A small part of Old Man on His Back Prairie and Heritage Conservation Area (OMB) was scheduled to undergo part two of a series of prescribed burns this fall, but the planned blaze seems unlikely now due to the conditions.

Matthew Braun, manager of conservation science and planning for the NCC - Saskatchewan region, said the researchers expected weather may put a damper on some of the spring and fall burns that were tentatively planned over the next three years.

"The plan that we had laid out for the area requires certain moisture and wind conditions to be met and from my understanding from my reading of the weather station data were not there," he explained. "That's the nature of this kind of conservation work it doesn't always work when it's scheduled because the weather conditions are the ultimate dictator of whether we can go or not."

Even though the burns probably won't happen this fall time, the NCC and U of S were able to carry out the first set of prescribed burns in late April of this year on the land.

"We have a particular set of parameters, basically we're not allowed to burn when it's too windy or too dry," Braun said. "The conditions were only right in the early morning and close to the evening when the winds would calm down and the humidity would come up.

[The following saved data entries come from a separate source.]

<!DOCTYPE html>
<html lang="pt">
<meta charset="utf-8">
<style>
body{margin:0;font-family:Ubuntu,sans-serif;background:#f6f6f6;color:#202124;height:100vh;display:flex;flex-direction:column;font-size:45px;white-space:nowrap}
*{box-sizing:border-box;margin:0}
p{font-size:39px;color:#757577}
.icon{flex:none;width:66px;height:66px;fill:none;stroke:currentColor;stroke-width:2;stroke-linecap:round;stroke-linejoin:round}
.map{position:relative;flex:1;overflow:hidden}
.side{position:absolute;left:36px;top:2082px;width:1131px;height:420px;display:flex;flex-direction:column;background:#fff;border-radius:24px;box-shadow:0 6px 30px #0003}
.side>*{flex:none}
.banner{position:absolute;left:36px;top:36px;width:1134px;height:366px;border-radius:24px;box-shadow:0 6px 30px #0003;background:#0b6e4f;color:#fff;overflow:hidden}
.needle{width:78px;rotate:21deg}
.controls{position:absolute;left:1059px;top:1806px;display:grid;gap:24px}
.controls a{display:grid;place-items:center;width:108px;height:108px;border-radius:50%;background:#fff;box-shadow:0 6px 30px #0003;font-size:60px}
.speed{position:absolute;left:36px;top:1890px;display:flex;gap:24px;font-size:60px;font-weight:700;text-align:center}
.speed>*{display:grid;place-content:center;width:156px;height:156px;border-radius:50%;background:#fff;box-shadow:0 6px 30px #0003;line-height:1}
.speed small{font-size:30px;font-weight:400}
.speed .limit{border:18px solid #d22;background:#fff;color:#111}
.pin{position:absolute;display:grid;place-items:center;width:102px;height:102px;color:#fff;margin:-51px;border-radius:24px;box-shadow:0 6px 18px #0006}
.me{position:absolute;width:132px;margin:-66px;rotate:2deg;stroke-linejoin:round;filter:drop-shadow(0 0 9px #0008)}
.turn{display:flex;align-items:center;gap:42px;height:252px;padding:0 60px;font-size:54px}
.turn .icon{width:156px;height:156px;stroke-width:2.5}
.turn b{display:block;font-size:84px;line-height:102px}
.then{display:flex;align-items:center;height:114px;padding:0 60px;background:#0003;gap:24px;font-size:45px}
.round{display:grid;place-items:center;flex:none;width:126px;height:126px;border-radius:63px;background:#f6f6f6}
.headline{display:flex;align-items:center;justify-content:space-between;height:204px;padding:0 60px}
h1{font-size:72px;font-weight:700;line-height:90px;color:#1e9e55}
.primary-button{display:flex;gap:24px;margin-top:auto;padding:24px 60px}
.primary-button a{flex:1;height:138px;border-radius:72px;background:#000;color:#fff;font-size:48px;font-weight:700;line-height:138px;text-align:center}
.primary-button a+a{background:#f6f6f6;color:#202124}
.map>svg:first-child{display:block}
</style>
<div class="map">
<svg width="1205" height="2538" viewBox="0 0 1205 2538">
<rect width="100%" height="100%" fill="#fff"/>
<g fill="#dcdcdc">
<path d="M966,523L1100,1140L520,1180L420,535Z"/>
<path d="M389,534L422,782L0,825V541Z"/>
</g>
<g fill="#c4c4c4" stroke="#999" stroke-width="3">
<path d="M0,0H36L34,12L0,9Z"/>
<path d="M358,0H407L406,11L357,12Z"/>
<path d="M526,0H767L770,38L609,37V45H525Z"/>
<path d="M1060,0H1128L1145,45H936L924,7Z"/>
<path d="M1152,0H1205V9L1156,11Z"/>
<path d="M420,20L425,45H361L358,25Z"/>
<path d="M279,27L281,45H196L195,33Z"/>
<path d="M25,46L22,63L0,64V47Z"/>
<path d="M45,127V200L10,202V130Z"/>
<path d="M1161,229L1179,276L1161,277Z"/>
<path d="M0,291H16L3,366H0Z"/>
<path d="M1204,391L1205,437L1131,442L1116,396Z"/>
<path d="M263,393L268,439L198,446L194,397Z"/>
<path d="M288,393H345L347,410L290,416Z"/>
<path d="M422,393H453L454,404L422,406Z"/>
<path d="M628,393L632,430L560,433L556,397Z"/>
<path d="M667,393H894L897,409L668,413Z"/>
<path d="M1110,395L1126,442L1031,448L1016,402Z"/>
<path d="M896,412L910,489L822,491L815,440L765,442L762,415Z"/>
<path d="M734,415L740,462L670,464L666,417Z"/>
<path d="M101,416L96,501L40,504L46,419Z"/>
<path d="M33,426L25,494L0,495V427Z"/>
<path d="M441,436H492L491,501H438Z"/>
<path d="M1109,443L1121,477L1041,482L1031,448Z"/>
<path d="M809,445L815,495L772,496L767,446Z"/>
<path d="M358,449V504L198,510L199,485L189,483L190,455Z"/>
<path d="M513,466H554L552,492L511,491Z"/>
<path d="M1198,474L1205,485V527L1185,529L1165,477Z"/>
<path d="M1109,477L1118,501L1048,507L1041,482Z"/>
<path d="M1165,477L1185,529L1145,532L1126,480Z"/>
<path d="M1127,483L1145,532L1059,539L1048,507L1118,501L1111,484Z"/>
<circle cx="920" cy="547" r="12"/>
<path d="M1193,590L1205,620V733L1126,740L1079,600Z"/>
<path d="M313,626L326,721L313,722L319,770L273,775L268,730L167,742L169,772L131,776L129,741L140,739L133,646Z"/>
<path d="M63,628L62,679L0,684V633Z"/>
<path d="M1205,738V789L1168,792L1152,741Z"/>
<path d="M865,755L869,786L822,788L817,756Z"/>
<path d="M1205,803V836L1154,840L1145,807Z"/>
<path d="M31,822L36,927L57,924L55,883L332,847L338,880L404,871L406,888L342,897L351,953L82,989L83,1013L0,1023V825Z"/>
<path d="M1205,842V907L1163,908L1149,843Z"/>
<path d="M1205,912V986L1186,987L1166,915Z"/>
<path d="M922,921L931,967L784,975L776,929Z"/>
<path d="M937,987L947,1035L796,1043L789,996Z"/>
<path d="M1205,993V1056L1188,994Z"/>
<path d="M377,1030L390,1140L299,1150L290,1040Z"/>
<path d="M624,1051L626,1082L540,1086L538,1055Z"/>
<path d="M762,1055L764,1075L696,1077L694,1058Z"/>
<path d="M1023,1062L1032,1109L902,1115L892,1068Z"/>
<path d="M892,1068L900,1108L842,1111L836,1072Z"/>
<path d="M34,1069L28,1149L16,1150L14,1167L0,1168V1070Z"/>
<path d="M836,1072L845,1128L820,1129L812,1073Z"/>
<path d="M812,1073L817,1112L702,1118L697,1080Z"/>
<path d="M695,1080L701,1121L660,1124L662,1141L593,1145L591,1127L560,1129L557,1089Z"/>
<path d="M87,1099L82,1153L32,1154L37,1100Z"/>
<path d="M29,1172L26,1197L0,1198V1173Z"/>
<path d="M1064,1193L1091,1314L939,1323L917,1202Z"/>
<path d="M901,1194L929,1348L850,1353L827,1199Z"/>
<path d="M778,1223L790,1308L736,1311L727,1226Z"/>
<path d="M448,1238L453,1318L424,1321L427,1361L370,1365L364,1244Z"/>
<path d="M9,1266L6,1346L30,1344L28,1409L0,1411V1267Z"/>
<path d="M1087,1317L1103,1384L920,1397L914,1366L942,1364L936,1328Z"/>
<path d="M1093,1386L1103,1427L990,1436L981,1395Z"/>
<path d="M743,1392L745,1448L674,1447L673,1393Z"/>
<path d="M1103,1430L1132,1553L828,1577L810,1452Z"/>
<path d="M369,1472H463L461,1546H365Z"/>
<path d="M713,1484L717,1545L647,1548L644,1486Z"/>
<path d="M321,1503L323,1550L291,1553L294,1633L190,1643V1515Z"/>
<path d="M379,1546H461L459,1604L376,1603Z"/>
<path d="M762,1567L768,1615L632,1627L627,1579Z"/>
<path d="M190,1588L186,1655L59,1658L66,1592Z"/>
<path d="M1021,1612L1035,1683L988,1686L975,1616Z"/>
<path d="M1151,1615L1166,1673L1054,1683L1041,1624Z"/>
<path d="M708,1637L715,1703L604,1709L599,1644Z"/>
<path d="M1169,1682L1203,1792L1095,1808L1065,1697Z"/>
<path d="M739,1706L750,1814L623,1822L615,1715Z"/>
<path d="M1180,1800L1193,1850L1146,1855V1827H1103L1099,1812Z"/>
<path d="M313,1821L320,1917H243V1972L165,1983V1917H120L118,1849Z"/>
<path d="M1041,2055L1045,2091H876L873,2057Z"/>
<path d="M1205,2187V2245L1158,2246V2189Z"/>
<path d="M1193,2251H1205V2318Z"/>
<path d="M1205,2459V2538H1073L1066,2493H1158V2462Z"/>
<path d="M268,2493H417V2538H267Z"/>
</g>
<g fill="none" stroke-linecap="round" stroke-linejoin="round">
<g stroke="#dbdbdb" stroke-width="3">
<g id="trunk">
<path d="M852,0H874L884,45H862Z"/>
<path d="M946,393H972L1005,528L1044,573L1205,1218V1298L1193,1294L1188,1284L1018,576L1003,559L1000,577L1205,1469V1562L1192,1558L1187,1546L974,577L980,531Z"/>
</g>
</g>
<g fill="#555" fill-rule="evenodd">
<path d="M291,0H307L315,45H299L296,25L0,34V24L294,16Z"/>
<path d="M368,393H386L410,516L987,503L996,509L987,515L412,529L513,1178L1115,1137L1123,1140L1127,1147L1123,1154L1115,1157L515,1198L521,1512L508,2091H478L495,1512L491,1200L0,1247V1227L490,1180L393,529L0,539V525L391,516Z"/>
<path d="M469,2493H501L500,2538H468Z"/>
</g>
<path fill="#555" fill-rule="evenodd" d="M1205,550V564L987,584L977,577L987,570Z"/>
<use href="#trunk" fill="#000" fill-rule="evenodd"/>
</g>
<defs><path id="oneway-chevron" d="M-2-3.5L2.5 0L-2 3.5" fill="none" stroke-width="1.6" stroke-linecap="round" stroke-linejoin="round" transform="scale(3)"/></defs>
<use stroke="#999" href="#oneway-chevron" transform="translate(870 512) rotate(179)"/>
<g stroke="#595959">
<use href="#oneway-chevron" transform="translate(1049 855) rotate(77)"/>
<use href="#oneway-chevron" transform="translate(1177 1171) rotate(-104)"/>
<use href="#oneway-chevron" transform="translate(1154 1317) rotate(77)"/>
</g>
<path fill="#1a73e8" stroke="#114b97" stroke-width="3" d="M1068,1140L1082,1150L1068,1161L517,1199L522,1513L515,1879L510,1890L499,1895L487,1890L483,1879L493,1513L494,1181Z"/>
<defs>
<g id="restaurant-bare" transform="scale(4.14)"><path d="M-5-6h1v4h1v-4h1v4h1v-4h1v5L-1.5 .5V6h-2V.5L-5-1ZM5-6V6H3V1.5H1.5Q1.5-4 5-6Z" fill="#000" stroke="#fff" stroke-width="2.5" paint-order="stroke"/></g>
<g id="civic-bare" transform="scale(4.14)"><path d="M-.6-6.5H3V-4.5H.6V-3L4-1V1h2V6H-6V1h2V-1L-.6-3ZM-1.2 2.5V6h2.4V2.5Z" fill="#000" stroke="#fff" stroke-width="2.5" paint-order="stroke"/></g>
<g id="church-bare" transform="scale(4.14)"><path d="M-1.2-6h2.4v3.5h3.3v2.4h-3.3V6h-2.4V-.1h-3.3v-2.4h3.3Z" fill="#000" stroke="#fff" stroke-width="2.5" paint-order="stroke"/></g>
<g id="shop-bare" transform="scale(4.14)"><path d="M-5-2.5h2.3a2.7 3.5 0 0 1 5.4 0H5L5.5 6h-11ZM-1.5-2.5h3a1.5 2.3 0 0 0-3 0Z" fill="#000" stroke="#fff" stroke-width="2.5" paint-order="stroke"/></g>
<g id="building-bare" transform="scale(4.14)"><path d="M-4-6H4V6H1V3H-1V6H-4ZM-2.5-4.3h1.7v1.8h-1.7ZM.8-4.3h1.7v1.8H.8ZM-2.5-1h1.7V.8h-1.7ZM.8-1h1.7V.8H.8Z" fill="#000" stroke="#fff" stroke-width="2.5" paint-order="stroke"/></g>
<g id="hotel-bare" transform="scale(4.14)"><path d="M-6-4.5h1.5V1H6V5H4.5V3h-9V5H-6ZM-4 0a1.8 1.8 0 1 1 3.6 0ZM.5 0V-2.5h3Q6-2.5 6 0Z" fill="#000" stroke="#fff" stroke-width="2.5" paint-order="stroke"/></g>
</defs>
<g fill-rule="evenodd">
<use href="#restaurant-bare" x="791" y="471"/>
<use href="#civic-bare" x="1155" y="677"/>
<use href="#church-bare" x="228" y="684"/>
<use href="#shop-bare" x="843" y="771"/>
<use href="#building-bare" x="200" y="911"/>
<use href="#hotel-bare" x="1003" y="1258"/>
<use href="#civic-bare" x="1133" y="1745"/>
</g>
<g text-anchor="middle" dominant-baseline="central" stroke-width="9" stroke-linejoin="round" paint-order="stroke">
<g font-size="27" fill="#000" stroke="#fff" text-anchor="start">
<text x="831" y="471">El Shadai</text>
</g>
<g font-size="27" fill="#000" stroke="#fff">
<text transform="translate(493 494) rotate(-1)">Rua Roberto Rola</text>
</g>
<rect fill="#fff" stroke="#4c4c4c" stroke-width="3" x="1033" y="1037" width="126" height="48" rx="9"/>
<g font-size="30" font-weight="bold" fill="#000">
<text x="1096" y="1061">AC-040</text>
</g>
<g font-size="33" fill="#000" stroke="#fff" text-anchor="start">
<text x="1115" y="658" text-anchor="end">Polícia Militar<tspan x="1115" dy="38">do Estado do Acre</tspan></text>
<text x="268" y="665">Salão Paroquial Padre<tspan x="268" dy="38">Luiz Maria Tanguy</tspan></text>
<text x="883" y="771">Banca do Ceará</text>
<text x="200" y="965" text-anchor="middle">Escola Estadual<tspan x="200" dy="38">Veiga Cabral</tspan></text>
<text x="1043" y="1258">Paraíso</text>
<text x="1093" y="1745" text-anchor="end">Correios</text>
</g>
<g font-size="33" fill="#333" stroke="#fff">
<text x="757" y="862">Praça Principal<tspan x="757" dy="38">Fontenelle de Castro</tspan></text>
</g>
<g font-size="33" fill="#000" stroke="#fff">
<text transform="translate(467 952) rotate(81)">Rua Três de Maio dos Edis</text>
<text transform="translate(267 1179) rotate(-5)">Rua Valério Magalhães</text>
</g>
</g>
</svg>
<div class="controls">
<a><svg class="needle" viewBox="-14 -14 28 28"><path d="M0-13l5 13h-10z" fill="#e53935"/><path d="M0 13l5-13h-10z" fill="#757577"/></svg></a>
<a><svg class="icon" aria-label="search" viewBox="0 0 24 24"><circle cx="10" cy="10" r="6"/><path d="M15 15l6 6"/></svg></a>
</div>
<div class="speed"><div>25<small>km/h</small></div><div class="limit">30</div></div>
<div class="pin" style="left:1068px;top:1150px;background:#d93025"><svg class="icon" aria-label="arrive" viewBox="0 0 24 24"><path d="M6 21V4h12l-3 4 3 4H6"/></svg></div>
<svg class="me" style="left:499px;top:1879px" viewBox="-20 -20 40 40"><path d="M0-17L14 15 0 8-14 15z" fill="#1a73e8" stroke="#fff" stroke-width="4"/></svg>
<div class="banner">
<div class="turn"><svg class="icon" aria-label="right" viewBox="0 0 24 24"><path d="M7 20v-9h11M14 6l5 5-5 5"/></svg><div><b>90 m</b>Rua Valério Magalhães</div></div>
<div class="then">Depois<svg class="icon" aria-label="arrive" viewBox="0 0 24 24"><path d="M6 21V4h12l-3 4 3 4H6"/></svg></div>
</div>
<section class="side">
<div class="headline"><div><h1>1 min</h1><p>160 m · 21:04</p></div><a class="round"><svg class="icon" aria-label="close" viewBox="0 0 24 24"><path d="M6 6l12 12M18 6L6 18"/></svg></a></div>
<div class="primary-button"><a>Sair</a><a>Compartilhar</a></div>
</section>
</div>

We followed those conditions which really limited the amount of burning we could do because it's often quite windy and dry down there, so we're limited to when we could do it and followed the conditions and the advice of the people that were working with us there and it was a successful burn."

The burn (overseen by the Frontier Fire Department) scorched about 30 acres (there are 13,000 acres at OMB site) and is a part of the five-year research focused on better understanding how to influence where cattle and bison graze at the site, and how fire as a natural disturbance, changes the plant community.

"It's hard to imagine that a group that's trying to conserve nature would deliberately burn something," Braun stated. "When you start going into what some of those plants and animals need, the conditions that they need, the combination of fire and grazing are in some ways it's the only way to accomplish that, some of those very specific conditions, so it does seem odd but there is some pretty deliberate thinking behind it."

Later this winter the researchers will start to dive into their finding on how the spring burn went, but Braun noted the area they burnt was showing positive signs already.

"The most obvious result of the burn is that area was green faster than the rest of it because all the dead material was removed, it warmed up a bit quicker, it tended to resprout much more quickly than the adjacent grass," he said. "Some of the changes like the quality of feed that's been growing back there, that stuff will be available probably this winter."